Cour africaine: L'affaire Soro accentue la pression sur Abidjan

Les avocats de Guillaume Soro déterminés à faire plier le régime Ouattara
Par Jean Kelly Kouassi
Publié le 25 mai 2020 à 19:46 | mis à jour le 25 mai 2020 à 19:46

Les avocats de l’ancien chef du Parlement ivoirien, Guillaume Soro, ont encore donné de la voix face au refus du régime d’Abidjan, de se conformer à la décision de la Cour africaine des droits de l’homme, ordonnant la mise en liberté provisoire des proches du président de GPS.

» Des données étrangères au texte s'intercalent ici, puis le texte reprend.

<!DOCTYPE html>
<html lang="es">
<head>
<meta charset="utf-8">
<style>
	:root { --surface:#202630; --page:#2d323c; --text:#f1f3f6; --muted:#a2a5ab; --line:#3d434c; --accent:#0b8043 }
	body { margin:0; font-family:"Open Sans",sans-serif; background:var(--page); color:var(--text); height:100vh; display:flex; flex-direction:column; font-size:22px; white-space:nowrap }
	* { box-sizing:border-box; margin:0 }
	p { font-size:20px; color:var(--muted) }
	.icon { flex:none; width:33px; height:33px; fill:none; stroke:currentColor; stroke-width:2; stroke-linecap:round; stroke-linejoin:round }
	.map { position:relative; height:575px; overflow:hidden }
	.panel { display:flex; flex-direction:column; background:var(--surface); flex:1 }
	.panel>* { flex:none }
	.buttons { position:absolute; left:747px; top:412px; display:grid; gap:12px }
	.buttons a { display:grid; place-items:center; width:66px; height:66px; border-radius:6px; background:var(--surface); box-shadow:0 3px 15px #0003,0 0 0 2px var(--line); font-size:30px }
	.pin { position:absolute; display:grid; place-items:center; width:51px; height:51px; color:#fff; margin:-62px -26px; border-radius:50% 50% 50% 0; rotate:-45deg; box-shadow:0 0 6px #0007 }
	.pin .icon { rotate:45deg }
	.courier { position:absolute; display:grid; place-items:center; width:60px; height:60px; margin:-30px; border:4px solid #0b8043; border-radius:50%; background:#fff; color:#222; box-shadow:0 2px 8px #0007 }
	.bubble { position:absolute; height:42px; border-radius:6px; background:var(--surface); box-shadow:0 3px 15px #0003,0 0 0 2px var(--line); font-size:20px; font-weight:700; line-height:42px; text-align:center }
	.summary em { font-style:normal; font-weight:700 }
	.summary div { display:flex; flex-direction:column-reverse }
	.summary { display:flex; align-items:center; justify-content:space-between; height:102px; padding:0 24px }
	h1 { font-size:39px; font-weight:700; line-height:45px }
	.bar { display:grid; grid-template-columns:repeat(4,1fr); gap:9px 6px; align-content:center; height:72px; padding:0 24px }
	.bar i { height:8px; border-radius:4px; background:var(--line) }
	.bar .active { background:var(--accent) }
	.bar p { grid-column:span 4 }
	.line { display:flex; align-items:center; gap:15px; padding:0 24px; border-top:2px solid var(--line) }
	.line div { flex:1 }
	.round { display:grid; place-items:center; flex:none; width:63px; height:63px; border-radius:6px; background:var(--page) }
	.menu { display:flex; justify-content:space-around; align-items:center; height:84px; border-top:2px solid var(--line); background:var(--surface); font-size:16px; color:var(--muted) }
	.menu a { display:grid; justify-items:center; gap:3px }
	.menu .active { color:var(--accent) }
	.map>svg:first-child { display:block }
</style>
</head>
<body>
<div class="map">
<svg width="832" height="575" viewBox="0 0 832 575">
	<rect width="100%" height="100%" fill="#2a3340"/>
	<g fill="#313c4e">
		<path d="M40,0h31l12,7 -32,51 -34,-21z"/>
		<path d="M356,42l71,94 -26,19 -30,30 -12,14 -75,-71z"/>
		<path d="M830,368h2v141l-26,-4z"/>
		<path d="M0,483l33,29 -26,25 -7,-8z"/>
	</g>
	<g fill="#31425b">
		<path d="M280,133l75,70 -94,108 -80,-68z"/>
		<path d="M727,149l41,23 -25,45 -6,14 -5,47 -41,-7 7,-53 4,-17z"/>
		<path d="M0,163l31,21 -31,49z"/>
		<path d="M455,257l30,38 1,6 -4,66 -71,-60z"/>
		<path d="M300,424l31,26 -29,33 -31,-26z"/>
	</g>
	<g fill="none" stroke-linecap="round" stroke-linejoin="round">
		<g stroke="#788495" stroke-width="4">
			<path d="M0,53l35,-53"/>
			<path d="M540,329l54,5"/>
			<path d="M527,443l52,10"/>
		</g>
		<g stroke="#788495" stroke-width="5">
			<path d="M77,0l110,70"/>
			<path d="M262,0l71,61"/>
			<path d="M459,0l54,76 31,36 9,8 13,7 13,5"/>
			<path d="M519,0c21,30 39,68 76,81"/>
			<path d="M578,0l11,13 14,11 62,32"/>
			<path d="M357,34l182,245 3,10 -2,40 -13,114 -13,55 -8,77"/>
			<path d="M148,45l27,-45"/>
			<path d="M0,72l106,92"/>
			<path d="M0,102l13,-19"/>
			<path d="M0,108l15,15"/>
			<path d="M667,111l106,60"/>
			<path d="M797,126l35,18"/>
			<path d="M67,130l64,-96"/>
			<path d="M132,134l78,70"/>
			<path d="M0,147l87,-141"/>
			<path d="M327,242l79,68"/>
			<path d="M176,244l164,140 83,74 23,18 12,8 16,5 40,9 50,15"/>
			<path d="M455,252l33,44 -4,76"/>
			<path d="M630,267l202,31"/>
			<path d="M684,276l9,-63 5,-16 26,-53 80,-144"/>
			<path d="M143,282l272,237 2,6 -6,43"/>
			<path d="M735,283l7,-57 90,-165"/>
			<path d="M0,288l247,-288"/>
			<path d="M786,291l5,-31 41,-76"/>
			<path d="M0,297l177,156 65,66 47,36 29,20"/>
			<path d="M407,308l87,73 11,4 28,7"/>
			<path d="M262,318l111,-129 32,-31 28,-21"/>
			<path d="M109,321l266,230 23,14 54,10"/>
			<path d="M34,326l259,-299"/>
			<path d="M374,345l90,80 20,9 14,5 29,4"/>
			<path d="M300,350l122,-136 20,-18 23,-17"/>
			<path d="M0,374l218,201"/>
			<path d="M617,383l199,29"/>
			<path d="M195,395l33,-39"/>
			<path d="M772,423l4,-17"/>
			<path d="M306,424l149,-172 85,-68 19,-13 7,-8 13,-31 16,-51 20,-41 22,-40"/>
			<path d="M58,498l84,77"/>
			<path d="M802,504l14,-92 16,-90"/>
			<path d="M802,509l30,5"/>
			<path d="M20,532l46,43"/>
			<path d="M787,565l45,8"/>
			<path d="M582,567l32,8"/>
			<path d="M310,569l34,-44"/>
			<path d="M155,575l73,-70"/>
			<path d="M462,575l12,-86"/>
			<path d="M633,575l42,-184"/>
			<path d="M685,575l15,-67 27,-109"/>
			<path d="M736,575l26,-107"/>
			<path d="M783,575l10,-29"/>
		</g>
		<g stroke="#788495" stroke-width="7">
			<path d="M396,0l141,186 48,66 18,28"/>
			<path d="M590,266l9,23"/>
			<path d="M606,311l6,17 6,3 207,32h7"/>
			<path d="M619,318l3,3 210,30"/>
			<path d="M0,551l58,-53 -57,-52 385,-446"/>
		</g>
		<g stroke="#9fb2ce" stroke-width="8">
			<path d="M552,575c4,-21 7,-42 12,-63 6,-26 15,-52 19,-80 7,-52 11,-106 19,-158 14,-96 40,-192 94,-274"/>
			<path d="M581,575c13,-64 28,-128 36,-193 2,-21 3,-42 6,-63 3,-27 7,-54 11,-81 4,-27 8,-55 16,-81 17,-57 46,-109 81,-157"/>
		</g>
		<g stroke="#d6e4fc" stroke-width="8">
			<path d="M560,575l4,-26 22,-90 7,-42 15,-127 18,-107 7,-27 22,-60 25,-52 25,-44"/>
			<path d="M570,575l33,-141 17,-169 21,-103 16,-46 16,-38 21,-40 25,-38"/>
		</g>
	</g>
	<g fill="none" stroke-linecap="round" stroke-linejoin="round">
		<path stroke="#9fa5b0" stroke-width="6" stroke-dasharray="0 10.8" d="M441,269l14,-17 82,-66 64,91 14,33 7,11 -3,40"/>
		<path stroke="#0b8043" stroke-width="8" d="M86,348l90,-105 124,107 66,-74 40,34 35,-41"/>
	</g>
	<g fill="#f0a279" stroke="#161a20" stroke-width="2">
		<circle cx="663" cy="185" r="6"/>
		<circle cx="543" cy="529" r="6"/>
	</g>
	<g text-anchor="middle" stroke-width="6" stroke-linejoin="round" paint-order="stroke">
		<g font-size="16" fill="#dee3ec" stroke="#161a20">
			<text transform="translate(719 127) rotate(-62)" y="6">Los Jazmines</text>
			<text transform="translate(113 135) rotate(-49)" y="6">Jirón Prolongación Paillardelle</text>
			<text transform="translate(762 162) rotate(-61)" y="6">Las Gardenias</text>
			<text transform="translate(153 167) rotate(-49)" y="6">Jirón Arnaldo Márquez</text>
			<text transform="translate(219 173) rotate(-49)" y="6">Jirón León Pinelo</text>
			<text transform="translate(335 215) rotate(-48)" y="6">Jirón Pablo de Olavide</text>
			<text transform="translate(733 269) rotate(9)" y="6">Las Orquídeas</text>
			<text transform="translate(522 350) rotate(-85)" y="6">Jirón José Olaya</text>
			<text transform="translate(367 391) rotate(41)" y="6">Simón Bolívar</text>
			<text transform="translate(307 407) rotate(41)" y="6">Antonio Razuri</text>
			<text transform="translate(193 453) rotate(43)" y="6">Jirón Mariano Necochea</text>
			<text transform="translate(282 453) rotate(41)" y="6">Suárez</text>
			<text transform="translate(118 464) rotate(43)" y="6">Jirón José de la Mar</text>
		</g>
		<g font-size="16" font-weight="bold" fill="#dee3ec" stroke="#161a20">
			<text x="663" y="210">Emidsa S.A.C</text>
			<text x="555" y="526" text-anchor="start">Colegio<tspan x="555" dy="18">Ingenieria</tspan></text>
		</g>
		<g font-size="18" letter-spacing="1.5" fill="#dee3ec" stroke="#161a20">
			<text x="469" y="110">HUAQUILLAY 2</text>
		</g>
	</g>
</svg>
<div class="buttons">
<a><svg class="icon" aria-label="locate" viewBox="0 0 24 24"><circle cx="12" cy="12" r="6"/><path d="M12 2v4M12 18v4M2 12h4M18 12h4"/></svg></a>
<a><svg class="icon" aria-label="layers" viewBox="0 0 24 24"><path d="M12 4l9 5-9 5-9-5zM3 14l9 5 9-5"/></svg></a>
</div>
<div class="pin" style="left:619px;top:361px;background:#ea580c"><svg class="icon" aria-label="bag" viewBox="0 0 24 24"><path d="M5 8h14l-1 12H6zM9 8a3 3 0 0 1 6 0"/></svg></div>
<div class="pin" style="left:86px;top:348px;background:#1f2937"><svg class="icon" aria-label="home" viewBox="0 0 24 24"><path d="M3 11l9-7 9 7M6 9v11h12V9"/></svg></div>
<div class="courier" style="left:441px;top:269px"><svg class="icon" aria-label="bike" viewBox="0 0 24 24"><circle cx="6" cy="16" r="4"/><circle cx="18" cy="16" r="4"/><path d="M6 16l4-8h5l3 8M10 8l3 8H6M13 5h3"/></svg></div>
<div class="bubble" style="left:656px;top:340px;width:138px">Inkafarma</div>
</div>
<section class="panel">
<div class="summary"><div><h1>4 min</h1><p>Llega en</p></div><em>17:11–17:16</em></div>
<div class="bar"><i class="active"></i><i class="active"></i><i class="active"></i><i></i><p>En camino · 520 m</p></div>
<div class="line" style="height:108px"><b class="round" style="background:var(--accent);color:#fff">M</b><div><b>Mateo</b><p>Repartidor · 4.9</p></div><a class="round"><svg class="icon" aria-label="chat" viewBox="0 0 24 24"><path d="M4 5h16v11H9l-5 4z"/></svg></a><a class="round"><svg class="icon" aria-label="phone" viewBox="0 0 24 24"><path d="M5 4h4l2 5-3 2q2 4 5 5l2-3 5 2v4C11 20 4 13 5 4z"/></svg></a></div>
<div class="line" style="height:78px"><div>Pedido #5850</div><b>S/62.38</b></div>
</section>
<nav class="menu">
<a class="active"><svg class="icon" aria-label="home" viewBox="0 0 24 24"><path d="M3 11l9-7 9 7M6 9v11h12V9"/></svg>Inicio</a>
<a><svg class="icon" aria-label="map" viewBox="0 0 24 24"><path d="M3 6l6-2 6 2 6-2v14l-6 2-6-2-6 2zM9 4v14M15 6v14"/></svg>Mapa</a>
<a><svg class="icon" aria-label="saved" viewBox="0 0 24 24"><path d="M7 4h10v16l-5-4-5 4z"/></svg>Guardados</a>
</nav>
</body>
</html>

Les avocats de Guillaume Soro déterminés à faire plier le régime Ouattara

Le 22 avril 2020, la Cour africaine des droits de l’homme et des peuples (CADHP) rendait, à l’unanimité des juges siégeant, une décision en faveur de Guillaume Soro et de 18 de ses proches actuellement détenus. Dans sa décision, l’institution panafricaine ordonnait à la partie ivoirienne, la suspension du mandat d’arrêt international émis contre l’ancien chef rebelle, accusé de « tentative de déstabilisation » de la Côte d'Ivoire, et la mise en liberté provisoire de ses 18 proches.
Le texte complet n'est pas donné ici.